#### GOAL OF THE EXERCISE:
Read the listing and extract each line that includes the word "Scott".

#### EXERCISE MATERIALS:
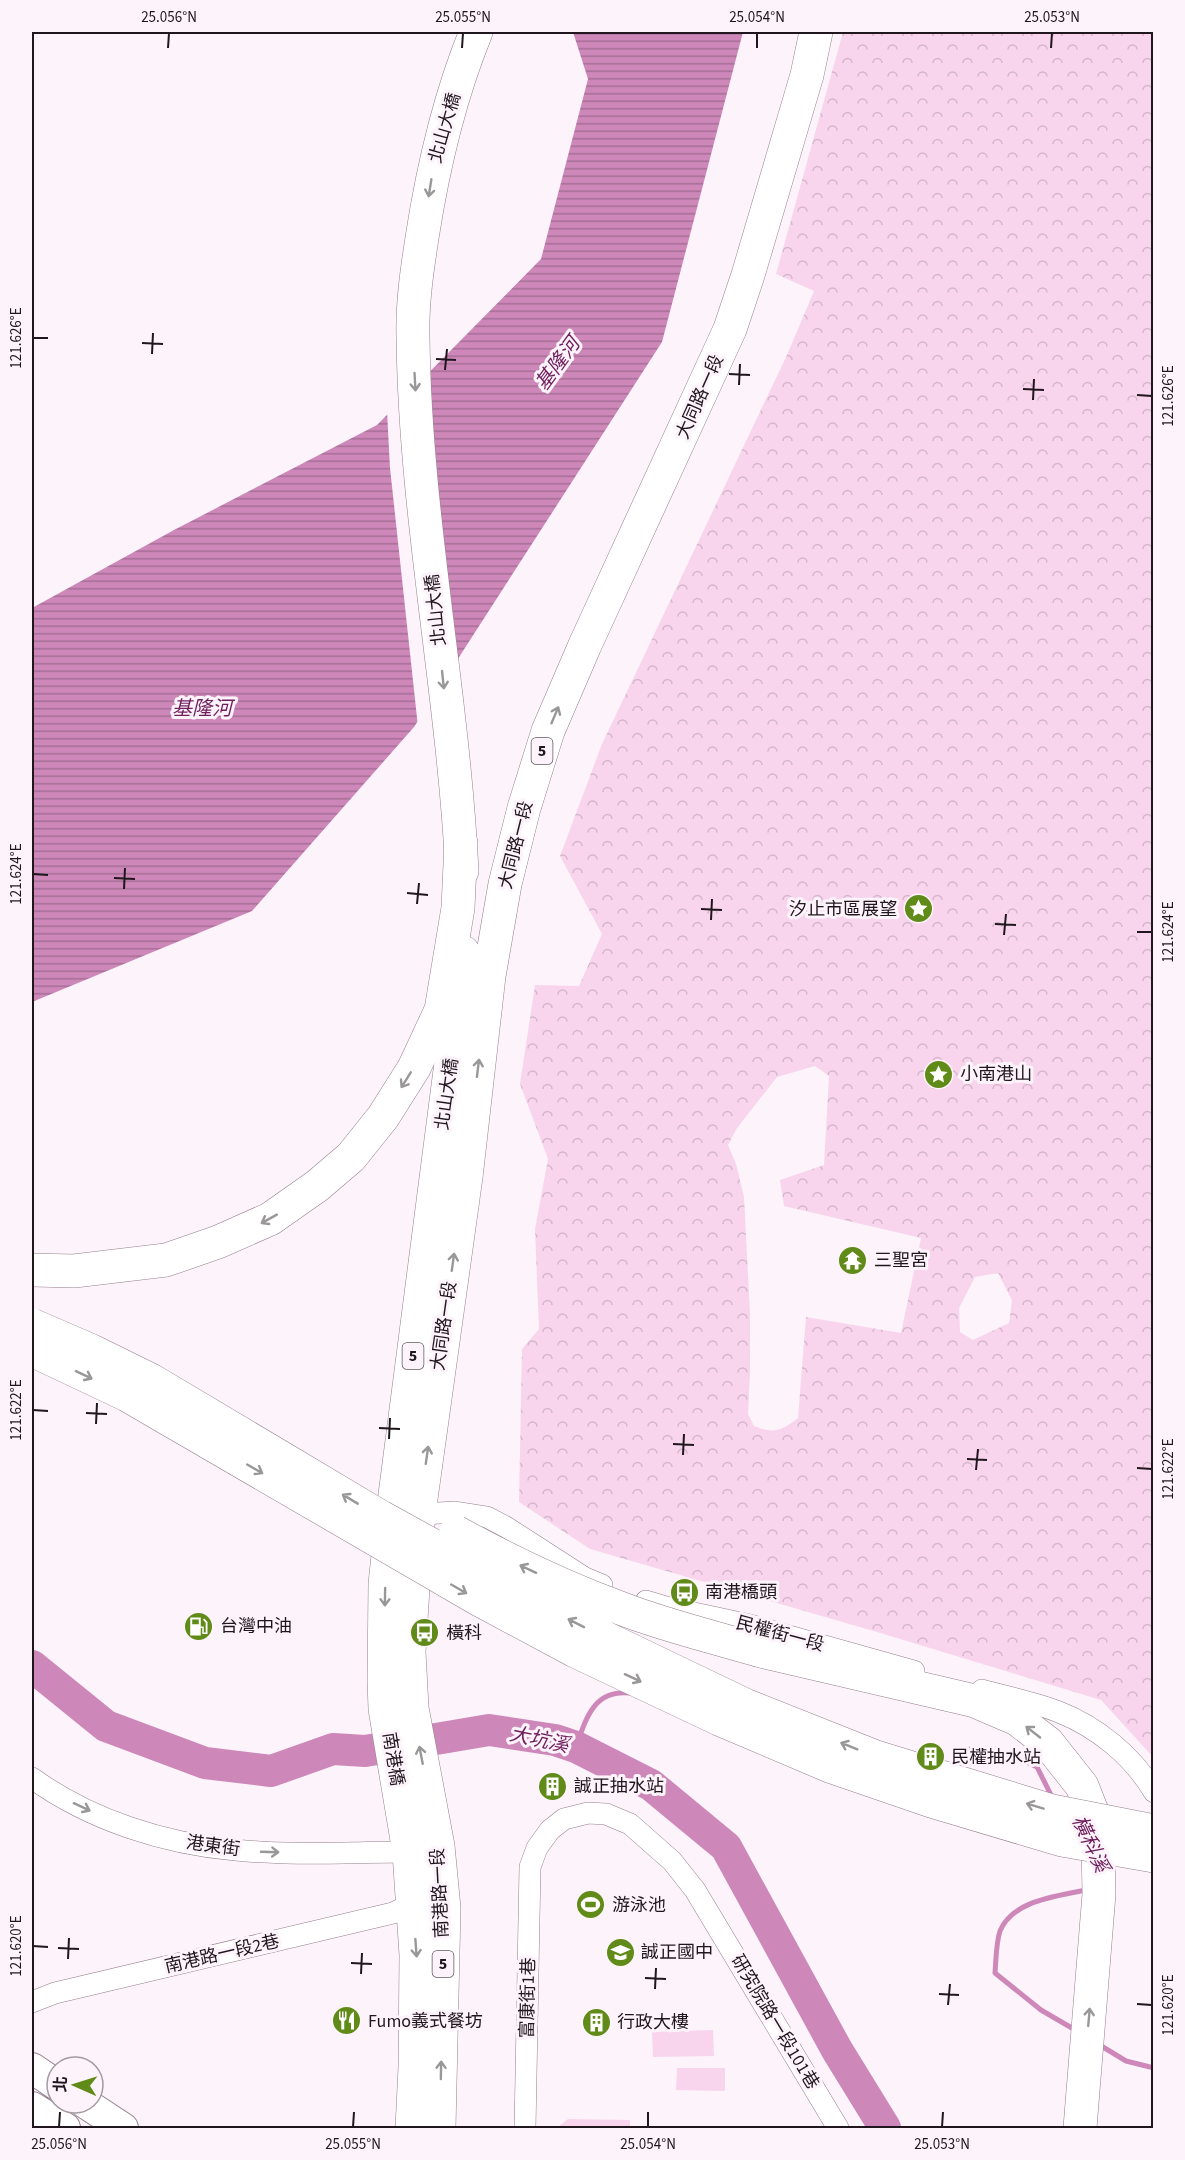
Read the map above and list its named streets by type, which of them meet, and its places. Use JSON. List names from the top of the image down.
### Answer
{
  "streets": {
    "main road": [
      "北山大橋",
      "大同路一段",
      "5",
      "南港橋",
      "南港路一段"
    ],
    "street": [
      "民權街一段",
      "港東街",
      "南港路一段2巷",
      "富康街1巷",
      "研究院路一段101巷"
    ]
  },
  "crossings": [
    ["北山大橋", "大同路一段"],
    ["大同路一段", "民權街一段"],
    ["大同路一段", "南港橋"],
    ["南港橋", "南港路一段"],
    ["港東街", "南港路一段"],
    ["南港路一段", "南港路一段2巷"],
    ["富康街1巷", "研究院路一段101巷"]
  ],
  "one_way": ["北山大橋", "大同路一段", "港東街"],
  "water": ["基隆河", "大坑溪", "橫科溪"],
  "places": {
    "place": ["汐止市區展望", "小南港山"],
    "temple": ["三聖宮"],
    "bus stop": ["南港橋頭", "橫科"],
    "fuel station": ["台灣中油"],
    "building": ["民權抽水站", "誠正抽水站", "行政大樓"],
    "sports": ["游泳池"],
    "school or university": ["誠正國中"],
    "restaurant": ["Fumo義式餐坊"]
  },
  "north": "left",
  "coordinates": [
    "25.056°N",
    "25.055°N",
    "25.054°N",
    "25.053°N",
    "121.626°E",
    "121.624°E",
    "121.622°E",
    "121.620°E"
  ]
}
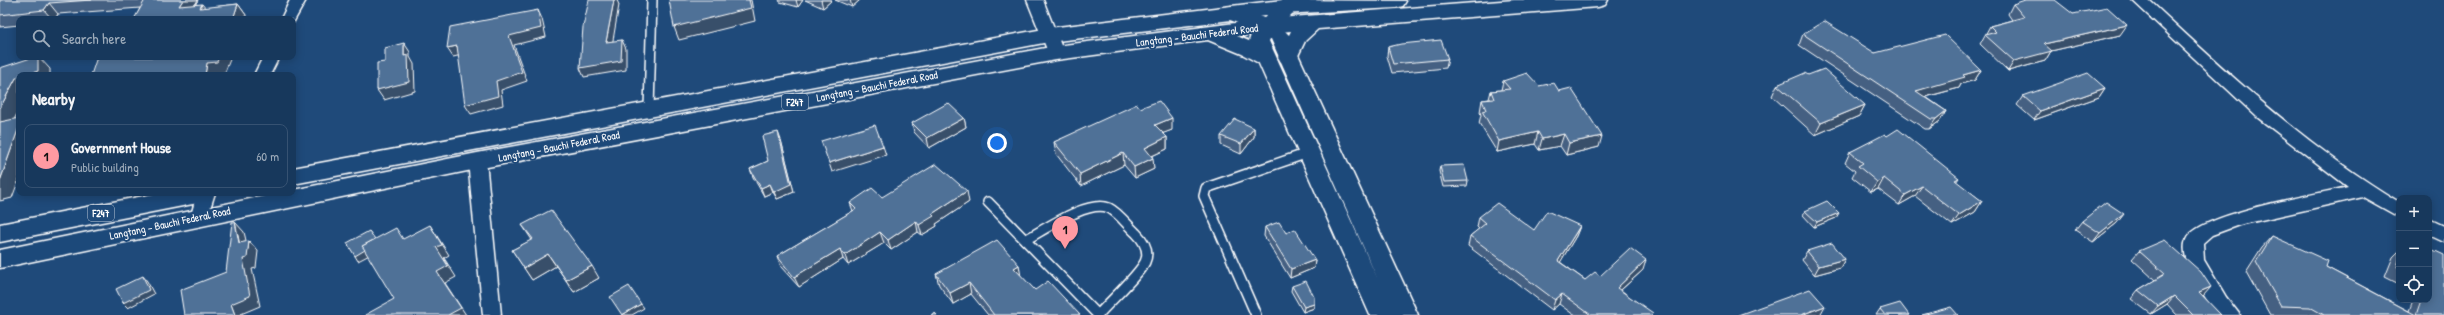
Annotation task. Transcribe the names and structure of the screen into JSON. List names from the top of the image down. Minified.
{"streets":{"main road":["Langtang - Bauchi Federal Road","F247"]},"page":{"search":"Search here","heading":"Nearby","list":[{"mark":"1","name":"Government House","note":"Public building","value":"60 m"}],"map_buttons":["+","−"],"pins":"1"}}
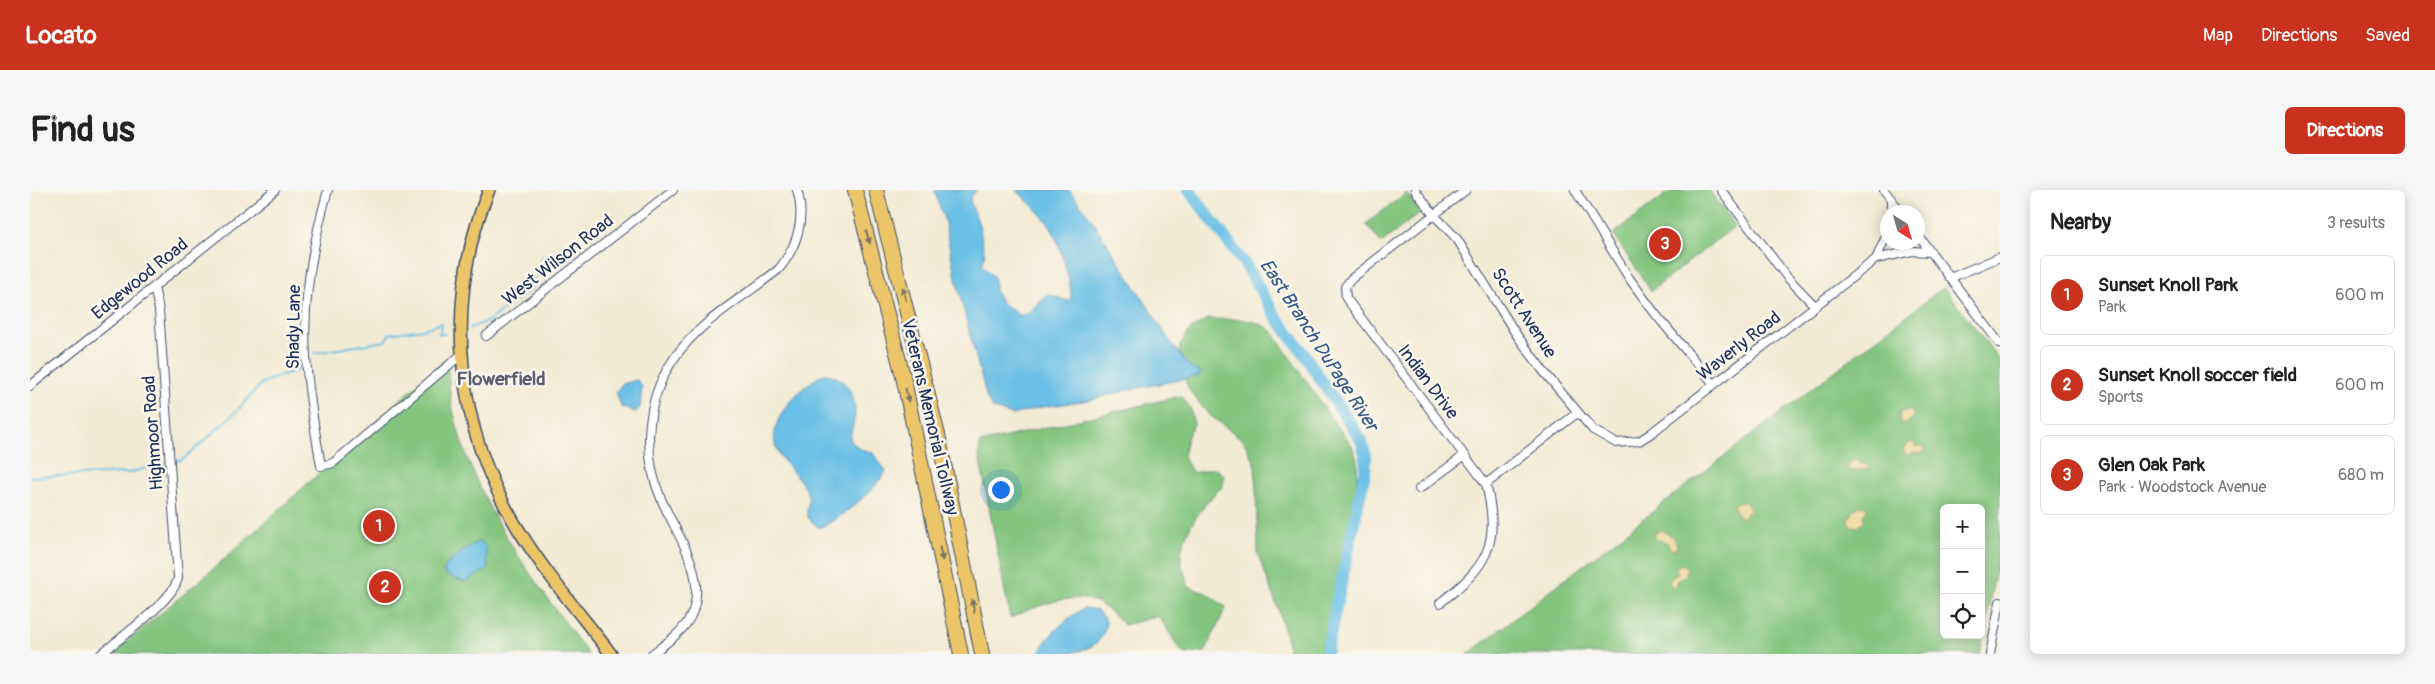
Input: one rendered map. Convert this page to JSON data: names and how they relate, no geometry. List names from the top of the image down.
{
  "streets": {
    "highway": ["Veterans Memorial Tollway"],
    "street": [
      "West Wilson Road",
      "Edgewood Road",
      "Scott Avenue",
      "Shady Lane",
      "Waverly Road",
      "Indian Drive",
      "Highmoor Road"
    ]
  },
  "crossings": [
    ["Edgewood Road", "Highmoor Road"],
    ["Scott Avenue", "Waverly Road"],
    ["Scott Avenue", "Indian Drive"]
  ],
  "districts": ["Flowerfield"],
  "water": ["East Branch DuPage River"],
  "north": "bottom right",
  "page": {
    "header": "Locato",
    "nav": ["Map", "Directions", "Saved"],
    "buttons": "Directions",
    "title": "Find us",
    "heading": ["Nearby", "3 results"],
    "pins": ["3", "1", "2"],
    "list": [
      {
        "mark": "1",
        "name": "Sunset Knoll Park",
        "note": "Park",
        "value": "600 m"
      },
      {
        "mark": "2",
        "name": "Sunset Knoll soccer field",
        "note": "Sports",
        "value": "600 m"
      },
      {
        "mark": "3",
        "name": "Glen Oak Park",
        "note": "Park · Woodstock Avenue",
        "value": "680 m"
      }
    ],
    "map_buttons": ["+", "−"]
  }
}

#### SOLUTION FOR THIS EXERCISE:
      "Scott Avenue",
    ["Scott Avenue", "Waverly Road"],
    ["Scott Avenue", "Indian Drive"]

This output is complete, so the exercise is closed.